In a pivotal case on DNA analysis, the Minnesota Supreme Court held that the admissibility of laboratory results in criminal cases ultimately “hinges on the laboratory's compliance with appropriate standards and controls” (State v. Schwartz). Today, standards’ conformance with respect to laboratory techniques and operations is pivotal for forensic laboratories to receive accreditation.
Ensuring that forensic science standards are kept up to date is critical when courts mete out criminal punishments. Unfortunately, wrongful convictions remain a serious problem in the United States. The continued development of, and conformity with, state-of-the-art forensic science standards offer one avenue for minimizing error in the legal system.

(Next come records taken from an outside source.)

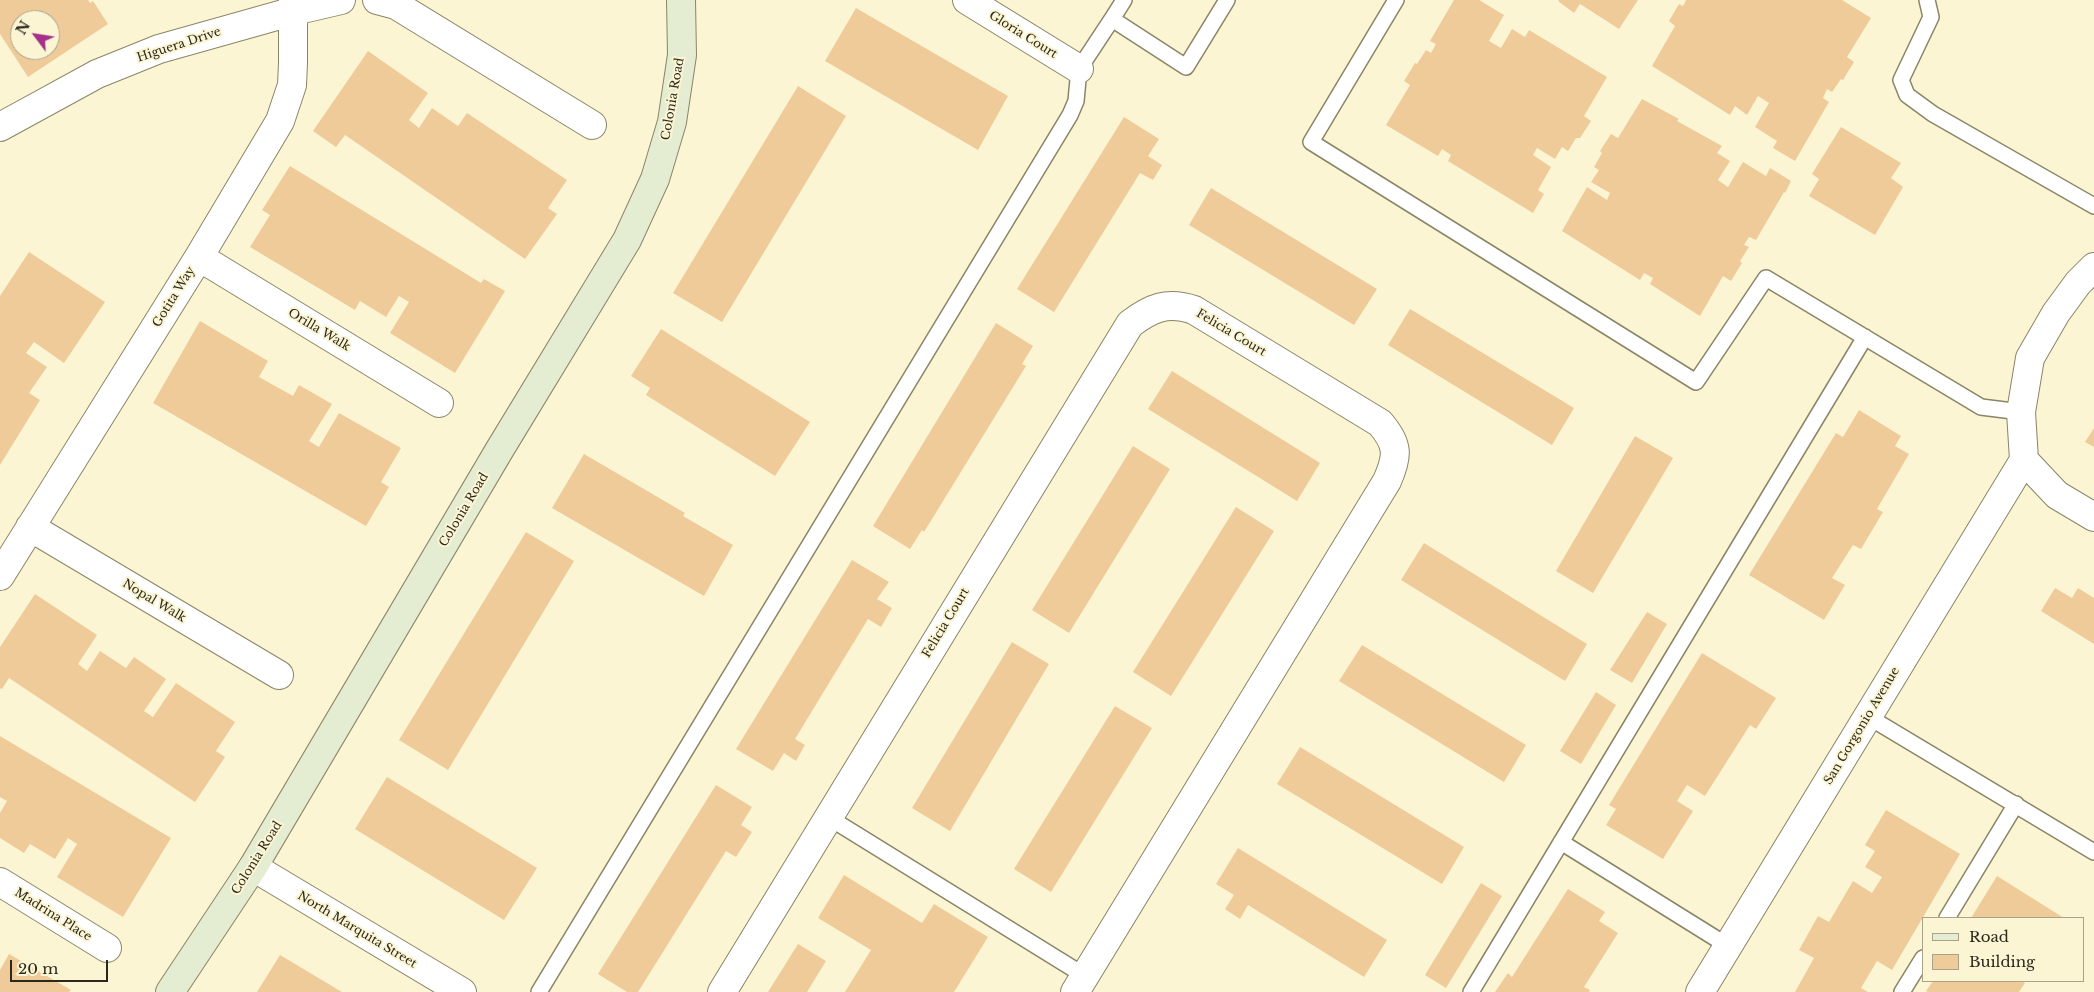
<!DOCTYPE html>
<style>
body{margin:0}
#map{position:relative;width:2094px;height:992px;overflow:hidden;background:#fbf5d4;font-family:"Libre Baskerville",serif}
canvas{display:block}
.legend{position:absolute;left:1922px;top:917px;width:162px;height:65px;box-sizing:border-box;background:#fbf5d4;border:1px solid #a8a38a;margin:0;padding:6px 9px;list-style:none;font-size:15px;color:#2b281c}
.legend li{display:flex;align-items:center;gap:10px;height:25px}
.legend b{width:25px;border:1px solid #a8a38a}
.north{position:absolute;left:10px;top:10px;width:50px;height:50px;box-sizing:border-box;background:#fbf5d4;border:1px solid #a8a38a;border-radius:50%;rotate:301deg;font-size:14px;font-weight:700;line-height:20px;text-align:center;color:#2b281c}
.north::after{content:'';display:block;margin:auto;width:18px;height:22px;background:#a5318b;clip-path:polygon(50% 0,100% 100%,50% 72%,0 100%)}
.scale{position:absolute;left:10px;top:960px;width:98px;height:22px;box-sizing:border-box;border:2px solid #2b281c;border-top:0;padding-left:6px;font-size:15px;line-height:18px;white-space:nowrap;color:#2b281c;-webkit-text-stroke:4px #fbf5d4;paint-order:stroke}
</style>
<div id="map">
<canvas width="2094" height="992"></canvas>
<ul class="legend">
<li><b style="height:6px;background:#e4ecd2"></b>Road</li>
<li><b style="height:14px;background:#efcb99"></b>Building</li>
</ul>
<div class="north">N</div>
<div class="scale">20 m</div>
</div>
<script>
const ctx = document.querySelector('canvas').getContext('2d');
ctx.lineJoin = 'round';
function paint(path, color) { ctx.fillStyle = color; ctx.fill(path, 'evenodd'); }
function trace(path, color, width, dash) { ctx.strokeStyle = color; ctx.lineWidth = width; ctx.lineCap = dash ? 'butt' : 'round'; ctx.setLineDash(dash || []); ctx.stroke(path); }
function write(font, color, halo, rows, align = 'center') {
  ctx.font = font + ' "Libre Baskerville",serif'; ctx.lineWidth = 4; ctx.setLineDash([]); ctx.textBaseline = 'middle'; ctx.strokeStyle = halo; ctx.fillStyle = color; for (const [text, x, y, turn = 0] of rows) {
    ctx.save(); ctx.translate(x, y); ctx.rotate((+turn || 0) * Math.PI / 180); ctx.textAlign = isNaN(turn) ? turn : align; if (halo) ctx.strokeText(text, 0, 0); ctx.fillText(text, 0, 0); ctx.restore();
  }
}
paint(new Path2D(`
 M0 0H88L90 3 93 1 108 24 28 77 0 34ZM20 20H50V50H20Z
 M1454 0H1479L1504 15 1489 41 1501 48 1512 29 1525 37 1529 30 1607 77 1584 116 1591 121 1580 138H1576L1568 151 1562 147 1555 159 1537 148 1533 155 1551 167 1538 190 1544 194 1533 213 1448 161 1451 155 1442 149 1438 156 1386 125 1410 85 1404 81 1415 63 1417 64 1426 50 1431 53 1436 44 1430 41Z
 M1559 0H1638L1619 29 1580 4 1574 13 1558 1Z
 M1686 0H1842L1871 18 1847 57 1854 62 1843 80 1841 79 1832 92 1827 89 1823 98 1829 102 1795 161 1773 148 1777 141 1755 127 1769 103 1758 96 1747 115 1735 106 1730 115 1652 66 1675 26 1669 21 1679 4 1683 6Z
 M856 8 1008 96 978 150 825 61Z
 M368 51 428 93 409 120 419 128 432 108 458 126 467 113 567 180 548 208 557 214 525 259 345 135 336 147 313 131Z
 M798 86 846 116 722 322 673 293Z
 M1642 99 1679 119 1677 121 1722 146 1717 153 1730 161 1718 180 1728 187 1743 162 1766 176 1770 168 1791 181 1785 193 1784 192 1756 240 1749 237 1744 245 1749 247 1740 261 1742 263 1731 281 1723 276 1700 316 1650 284 1653 278 1644 273 1640 280 1562 231 1587 187 1607 200 1610 193 1591 182 1599 170 1594 167 1602 153 1600 151 1611 134 1618 138Z
 M1124 117 1159 139 1148 156 1162 165 1153 180 1140 173 1054 312 1017 289Z
 M1841 127 1901 163 1891 178 1903 187 1875 235 1809 196 1819 179 1812 174Z
 M290 166 481 283 484 279 505 291 455 373 390 333 409 302 399 296 386 317 360 301 355 310 250 247 270 215 262 210Z
 M1211 188 1377 289 1354 325 1189 225Z
 M29 252 105 302 64 363 34 342 26 353 47 367 29 393 40 400 0 465V296Z
 M1410 309 1574 408 1552 445 1388 345Z
 M200 321 268 361 259 377 293 396 299 385 332 404 309 441 319 447 339 413 401 448 381 482 389 487 366 526 153 403Z
 M996 323 1033 346 1022 364 1026 366 924 532 922 530 910 549 873 526Z
 M661 329 810 422 775 476 646 395 650 388 631 376Z
 M1172 371 1320 463 1297 501 1148 409Z
 M1859 410 1901 436 1895 446 1909 454 1877 509 1883 512 1861 549 1853 545 1832 578 1845 585 1824 620 1749 575 1836 433 1843 437Z
 M2094 428V447L2085 442Z
 M1635 436 1673 458 1593 593 1556 571Z
 M1133 446 1170 469 1069 633 1032 610Z
 M584 454 685 513 683 516 733 545 704 596 552 508Z
 M1236 507 1274 531 1171 696 1133 672Z
 M526 532 574 561 448 770 399 740Z
 M1424 543 1587 644 1565 681 1401 580Z
 M852 560 889 582 877 599 892 608 881 627 868 619 795 739 805 745 796 761 784 753 773 771 736 749Z
 M2055 588 2072 598 2078 588 2094 598V644L2041 611Z
 M35 594 97 635 78 664 87 671 100 651 126 668 134 657 166 679 144 711 153 717 176 683 235 722 216 751 225 757 195 802 9 678 2 689 0 688V647Z
 M1647 612 1667 624 1632 683 1610 670Z
 M1012 642 1049 664 950 831 912 808Z
 M1362 645 1526 745 1504 782 1339 681Z
 M1702 653 1776 698 1756 729 1750 725 1705 796 1687 785 1677 801 1693 811 1663 859 1606 825 1616 809 1609 805Z
 M1596 692 1616 705 1581 764 1560 751Z
 M1115 706 1152 728 1051 892 1014 869Z
 M0 736 171 838 123 917 57 877 77 844 68 838 55 859 30 844 24 853 0 838V813L7 801 0 797Z
 M1300 747 1464 847 1442 884 1277 784Z
 M387 777 537 868 504 920 355 829Z
 M716 785 752 807 741 825 752 832 736 857 726 851 638 992H627L598 974Z
 M1886 810 1960 854 1892 970 1877 961 1861 988 1868 992H1795L1814 958 1799 950 1818 916 1829 922 1853 881 1872 893 1882 877 1865 867 1875 851 1865 845Z
 M1238 848 1387 940 1364 977 1248 905 1240 919 1225 909 1234 895 1216 884Z
 M844 875 922 923 934 904 988 937 954 992H845L871 950 818 918Z
 M1997 876 2064 918H1971Z
 M1481 883 1502 896 1446 988 1425 975Z
 M1568 889 1605 912 1599 921 1618 933 1584 987 1590 990 1589 992H1495L1508 973 1512 977Z
 M798 944 826 961 807 992H768Z
 M9 954 71 990 69 992H0V970Z
 M280 955 342 992H257Z
 M1933 981H2021L2025 983 2019 992H1928L1926 991Z`), '#efcb99');
const lane = new Path2D(`
 M1396 0 1311 142 1696 382 1766 278 1981 407 2021 412
 M1927 0 1931 17 1901 80 1907 95 1933 114 2094 206
 M1112 19 1124 0
 M1867 716 2094 852
 M828 817 1085 976
 M1561 842 1728 946
 M1947 918 2016 804
 M539 992 1070 115 1076 101 1079 69 1112 19 1186 67 1227 0
 M1471 992 1865 337
 M1902 992 1923 958`);
const street = new Path2D(`
 M377 0 396 5 592 125
 M967 0 1079 69
 M0 127 97 74 159 49 294 11 341 0
 M199 257 439 403
 M2094 267 2078 283 2056 313 2030 358 2021 412 2024 460 2057 495 2094 517
 M30 527 279 675
 M0 576 199 257 280 121 292 85 293 63V0
 M253 867 462 992
 M0 882 107 948
 M722 992 1130 324C1151 308 1167 301 1194 310L1380 423C1399 445 1398 456 1387 481L1075 992
 M1700 992 2024 460`);
const secondary = new Path2D(`
 M170 992 253 867 500 449 627 240 655 179 672 122 682 55 681 0`);
trace(lane, '#8a8567', 18);
trace(street, '#8a8567', 30);
trace(secondary, '#8a8567', 30);
trace(lane, '#fff', 15);
trace(street, '#fff', 28);
trace(secondary, '#e4ecd2', 28);
write('12px', '#2b281c', '#fbf5d4', [
 ["Gloria Court",1023,35,32],
 ["Higuera Drive",179,45,-18],
 ["Colonia Road",673,99,-80],
 ["Gotita Way",174,297,-58],
 ["Orilla Walk",319,330,31],
 ["Felicia Court",1231,333,31],
 ["Colonia Road",464,510,-59],
 ["Nopal Walk",154,601,31],
 ["Felicia Court",946,623,-59],
 ["San Gorgonio Avenue",1862,726,-59],
 ["Colonia Road",257,858,-58],
 ["Madrina Place",53,915,32],
 ["North Marquita Street",357,930,31]
]);
</script>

Given the numerous ways that standards intersect with the legal system, it is important for lawyers, engineers, and other professionals working with both worlds (standards and law) to understand each other and communicate effectively.
Unfortunately, lawyers historically have received far too little exposure to standards in their professional training (Kanevskaia 2020; Coglianese and Raschbaum 2019). The Penn Program on Regulation (PPR) has sought to rectify this gap in legal education by developing, with support from NIST, a suite of curricular materials for use in law and policy courses. These materials, which are freely available at www.Codes-and-Standards.org, include a wide range of case studies, teaching guides, videos, slides, and references (PPR 2022).
Projects such as www.Codes-and-Standards.org provide resources to make it easier to educate legal professionals about the important work of standards professionals. After all, standards, like law, help govern business practices and product designs. They both can perform critical governance roles in today's economy. Indeed, standards arguably may be more important today than law in governing the fast-changing digital technologies that increasingly affect all our lives, such as artificial intelligence (Wallach and Marchant 2019). Rather than seeing law and standards as two separate worlds, we can and should see them for what they are: two intersecting and often complementary worlds.
Cary Coglianese is Edward B. Shils Professor of Law and Professor of Political Science at the University of Pennsylvania, where he serves as the founding director of the Penn Program on Regulation. The author of more than 200 articles, book chapters, and essays, he served as a founding editor of the international peer-reviewed journal Regulation & Governance, created and now advises on the daily production of The Regulatory Review, a global online publication covering issues of regulatory law and policy, and established the Codes-and-Standards.org resource website.